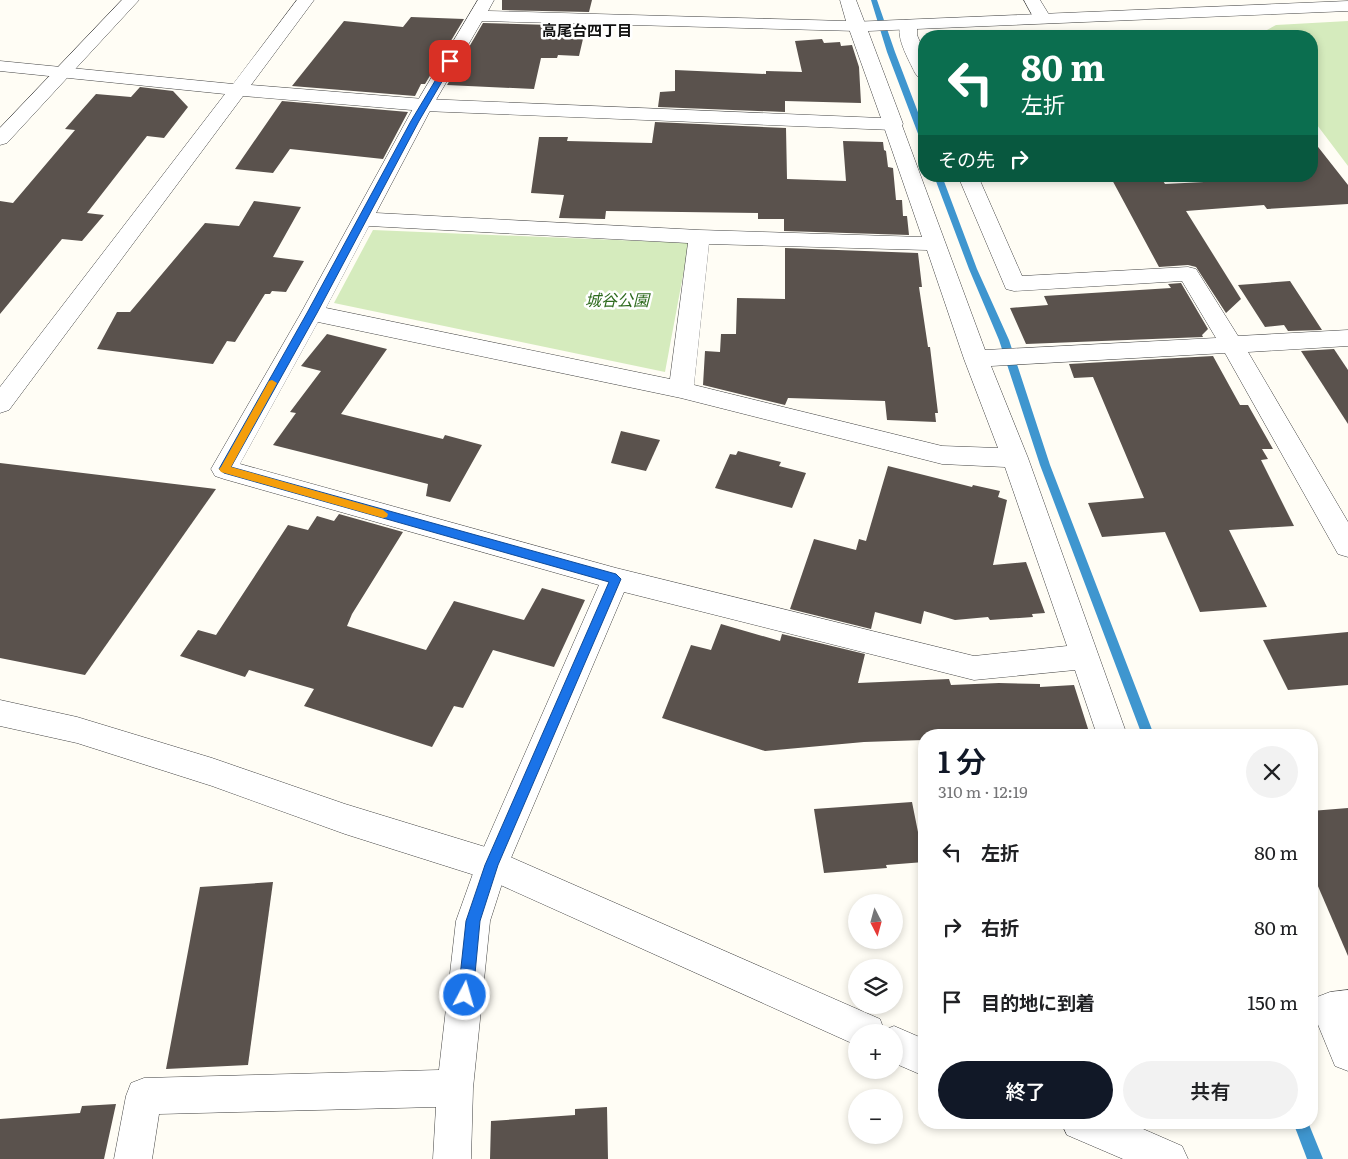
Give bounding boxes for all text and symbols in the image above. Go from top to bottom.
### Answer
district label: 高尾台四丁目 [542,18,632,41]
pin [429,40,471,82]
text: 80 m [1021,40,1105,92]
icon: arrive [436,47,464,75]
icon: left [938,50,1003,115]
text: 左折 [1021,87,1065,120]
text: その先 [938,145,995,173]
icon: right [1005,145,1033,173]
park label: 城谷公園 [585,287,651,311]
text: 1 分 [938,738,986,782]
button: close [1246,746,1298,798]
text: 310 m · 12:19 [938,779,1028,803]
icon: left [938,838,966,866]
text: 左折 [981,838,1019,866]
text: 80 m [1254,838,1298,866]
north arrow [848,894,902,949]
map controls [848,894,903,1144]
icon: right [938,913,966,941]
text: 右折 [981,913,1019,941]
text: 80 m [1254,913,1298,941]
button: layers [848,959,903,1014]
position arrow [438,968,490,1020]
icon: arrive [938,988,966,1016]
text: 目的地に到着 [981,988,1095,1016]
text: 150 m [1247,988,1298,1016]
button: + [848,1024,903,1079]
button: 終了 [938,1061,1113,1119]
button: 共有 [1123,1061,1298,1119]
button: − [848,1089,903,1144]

***

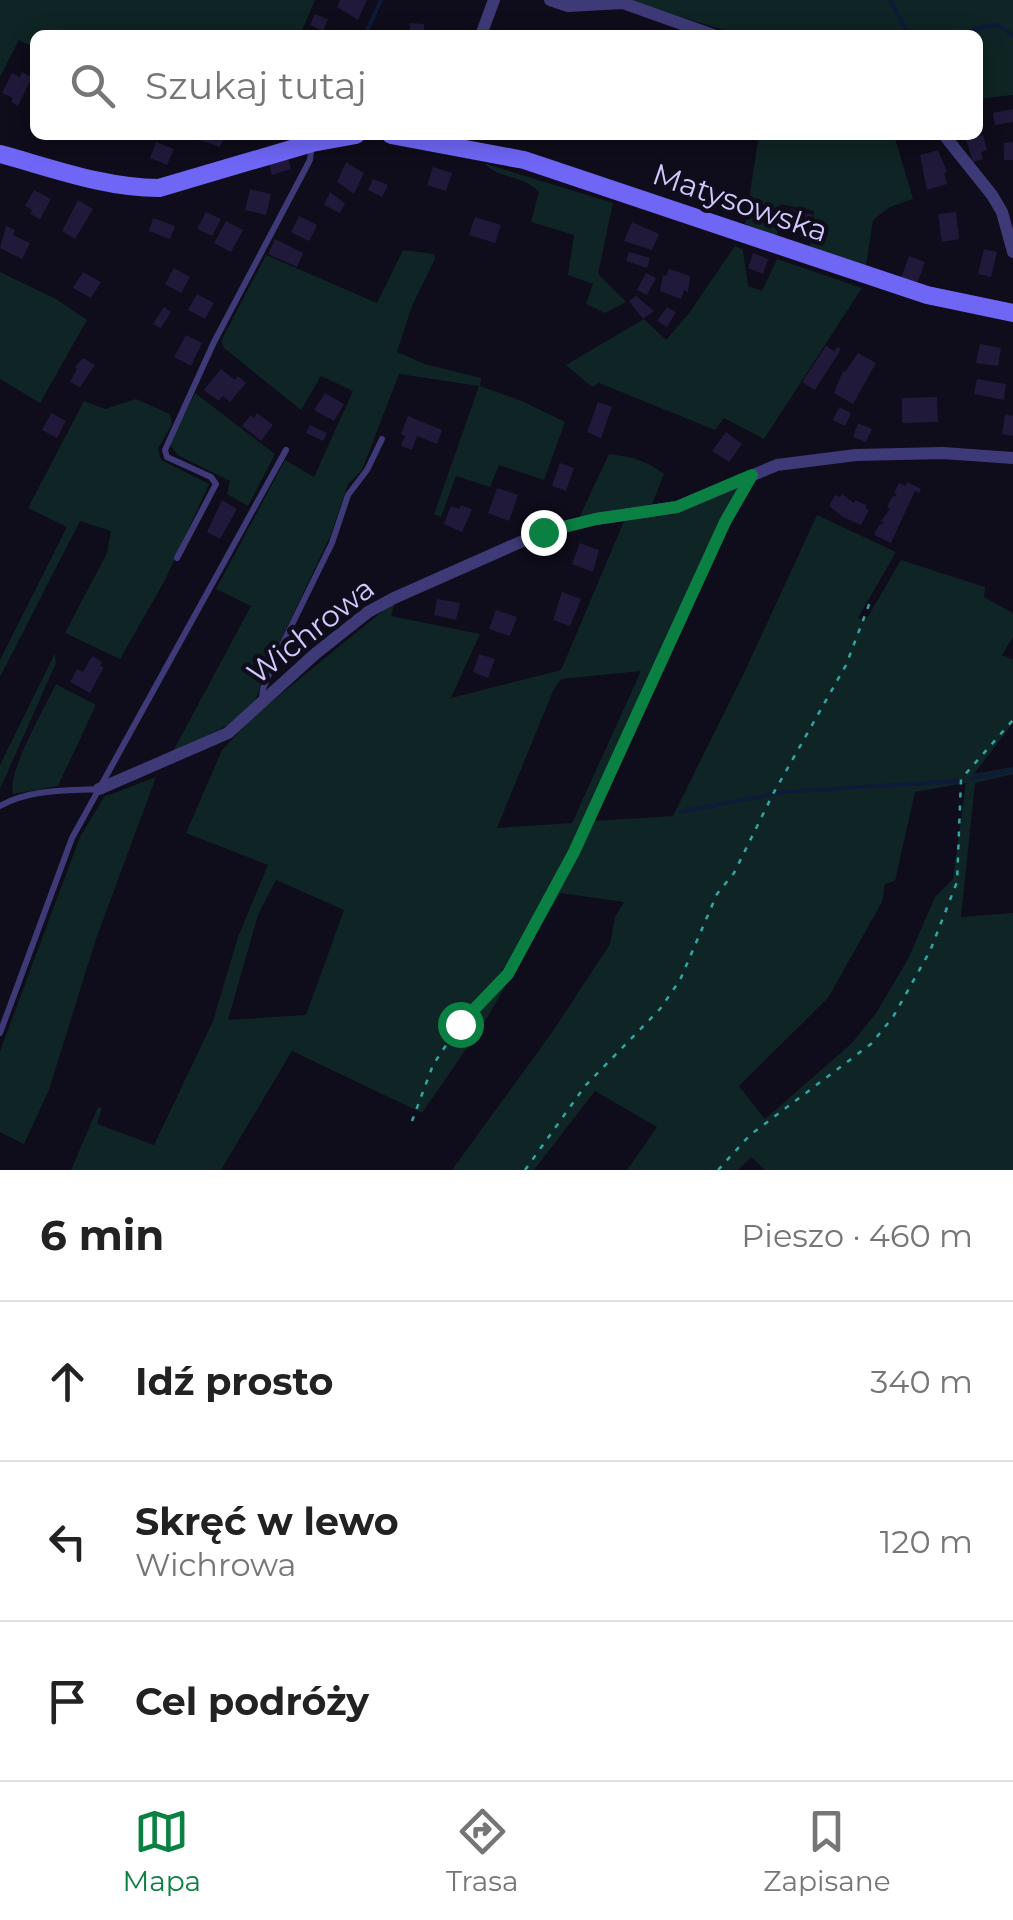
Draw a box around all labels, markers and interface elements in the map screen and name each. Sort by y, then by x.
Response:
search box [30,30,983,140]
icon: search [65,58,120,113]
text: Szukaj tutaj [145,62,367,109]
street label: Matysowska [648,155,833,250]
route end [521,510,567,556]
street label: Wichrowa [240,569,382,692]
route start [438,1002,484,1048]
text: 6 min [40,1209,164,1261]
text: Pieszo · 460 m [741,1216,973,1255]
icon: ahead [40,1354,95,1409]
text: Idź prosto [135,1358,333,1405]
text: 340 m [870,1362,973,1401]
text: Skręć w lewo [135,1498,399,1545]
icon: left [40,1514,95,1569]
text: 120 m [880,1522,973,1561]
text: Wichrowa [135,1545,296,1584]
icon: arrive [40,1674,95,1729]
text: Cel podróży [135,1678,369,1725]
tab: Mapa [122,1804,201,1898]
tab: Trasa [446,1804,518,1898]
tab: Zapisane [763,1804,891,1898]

***

Pick out every line above that contains the word "right" and copy it.

## Output for this exercise
icon: right [1005,145,1033,173]
icon: right [938,913,966,941]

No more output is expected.